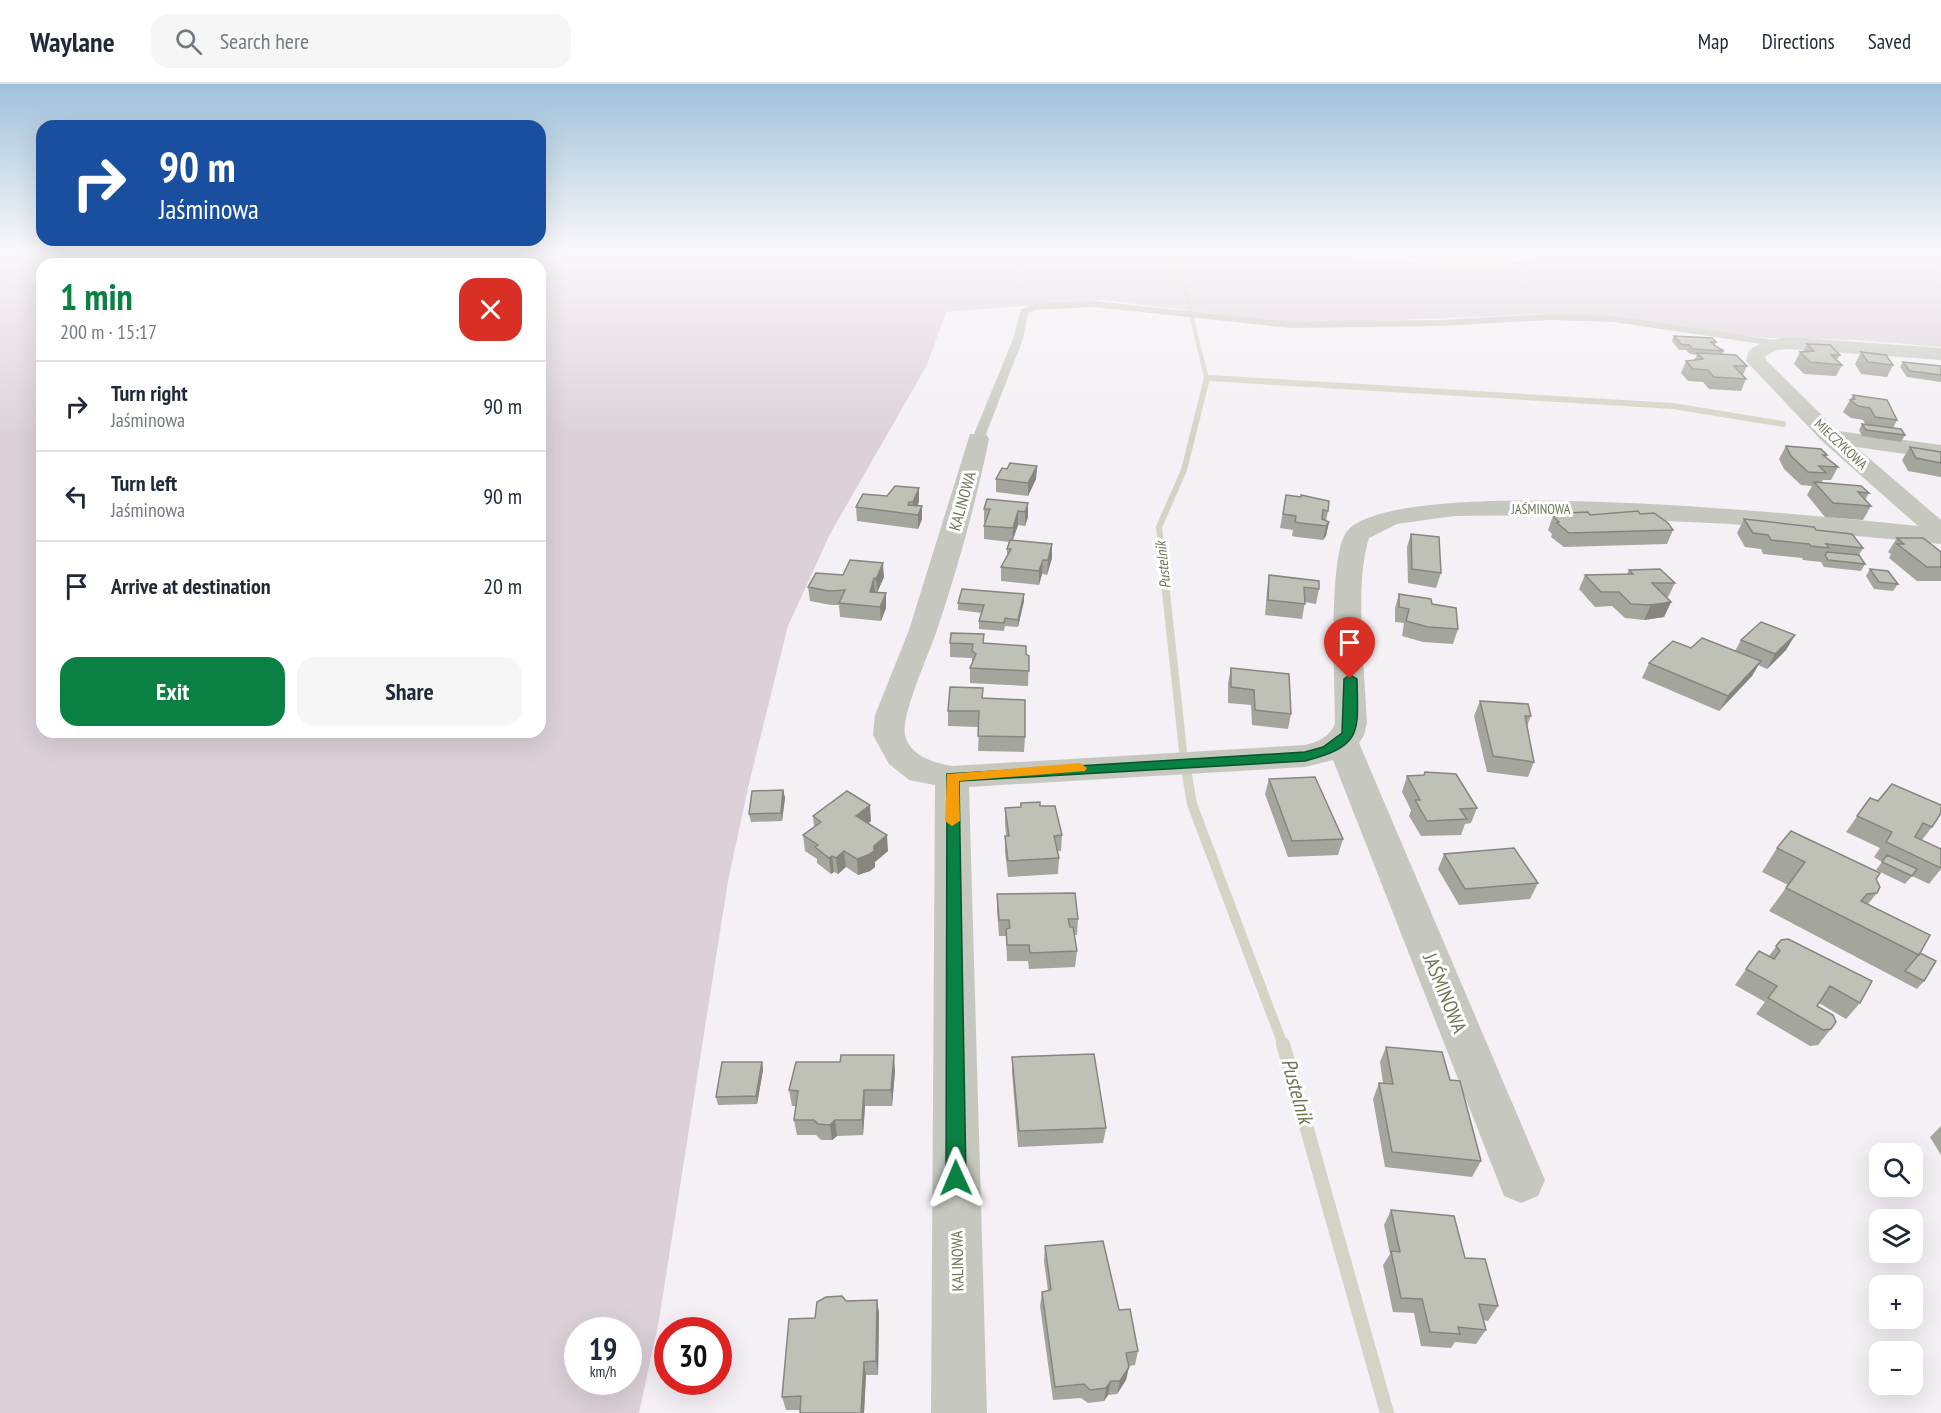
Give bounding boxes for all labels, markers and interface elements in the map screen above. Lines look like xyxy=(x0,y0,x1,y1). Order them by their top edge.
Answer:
search box xyxy=(151,14,571,68)
text: Waylane xyxy=(30,23,115,60)
icon: search xyxy=(172,25,205,58)
text: Search here xyxy=(220,27,309,55)
text: Map xyxy=(1698,28,1729,55)
text: Directions xyxy=(1762,28,1835,55)
text: Saved xyxy=(1868,28,1911,55)
text: 90 m xyxy=(159,139,236,194)
icon: right xyxy=(60,144,138,222)
text: Jaśminowa xyxy=(159,192,259,226)
text: 1 min xyxy=(60,273,133,320)
button: close xyxy=(459,278,522,341)
text: 200 m · 15:17 xyxy=(60,319,157,345)
text: Turn right xyxy=(111,379,188,407)
icon: right xyxy=(60,390,93,423)
text: 90 m xyxy=(483,392,522,420)
text: Jaśminowa xyxy=(111,407,185,433)
street label: MIECZYKOWA xyxy=(1811,415,1872,473)
text: Turn left xyxy=(111,469,177,497)
street label: KALINOWA xyxy=(944,469,980,533)
icon: left xyxy=(60,480,93,513)
text: 90 m xyxy=(483,482,522,510)
text: Jaśminowa xyxy=(111,497,185,523)
street label: JAŚMINOWA xyxy=(1511,500,1571,518)
water label: Pustelnik xyxy=(1150,538,1174,590)
icon: arrive xyxy=(60,570,93,603)
text: Arrive at destination xyxy=(111,572,271,600)
text: 20 m xyxy=(483,572,522,600)
pin xyxy=(1324,617,1375,679)
icon: arrive xyxy=(1333,626,1366,659)
button: Exit xyxy=(60,657,285,726)
button: Share xyxy=(297,657,522,726)
street label: JAŚMINOWA xyxy=(1417,948,1473,1037)
water label: Pustelnik xyxy=(1275,1055,1320,1129)
map controls xyxy=(1869,1143,1923,1395)
button: search xyxy=(1869,1143,1923,1197)
position arrow xyxy=(924,1146,988,1210)
button: layers xyxy=(1869,1209,1923,1263)
street label: KALINOWA xyxy=(946,1230,968,1291)
button: + xyxy=(1869,1275,1923,1329)
speed limit sign: 30 xyxy=(654,1317,732,1395)
text: 19 xyxy=(589,1329,617,1368)
button: − xyxy=(1869,1341,1923,1395)
text: km/h xyxy=(590,1362,616,1381)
────────────────────
Copy all lines above where "Pustelnik" is present.

== RESULT OF THIS TASK ==
water label: Pustelnik xyxy=(1150,538,1174,590)
water label: Pustelnik xyxy=(1275,1055,1320,1129)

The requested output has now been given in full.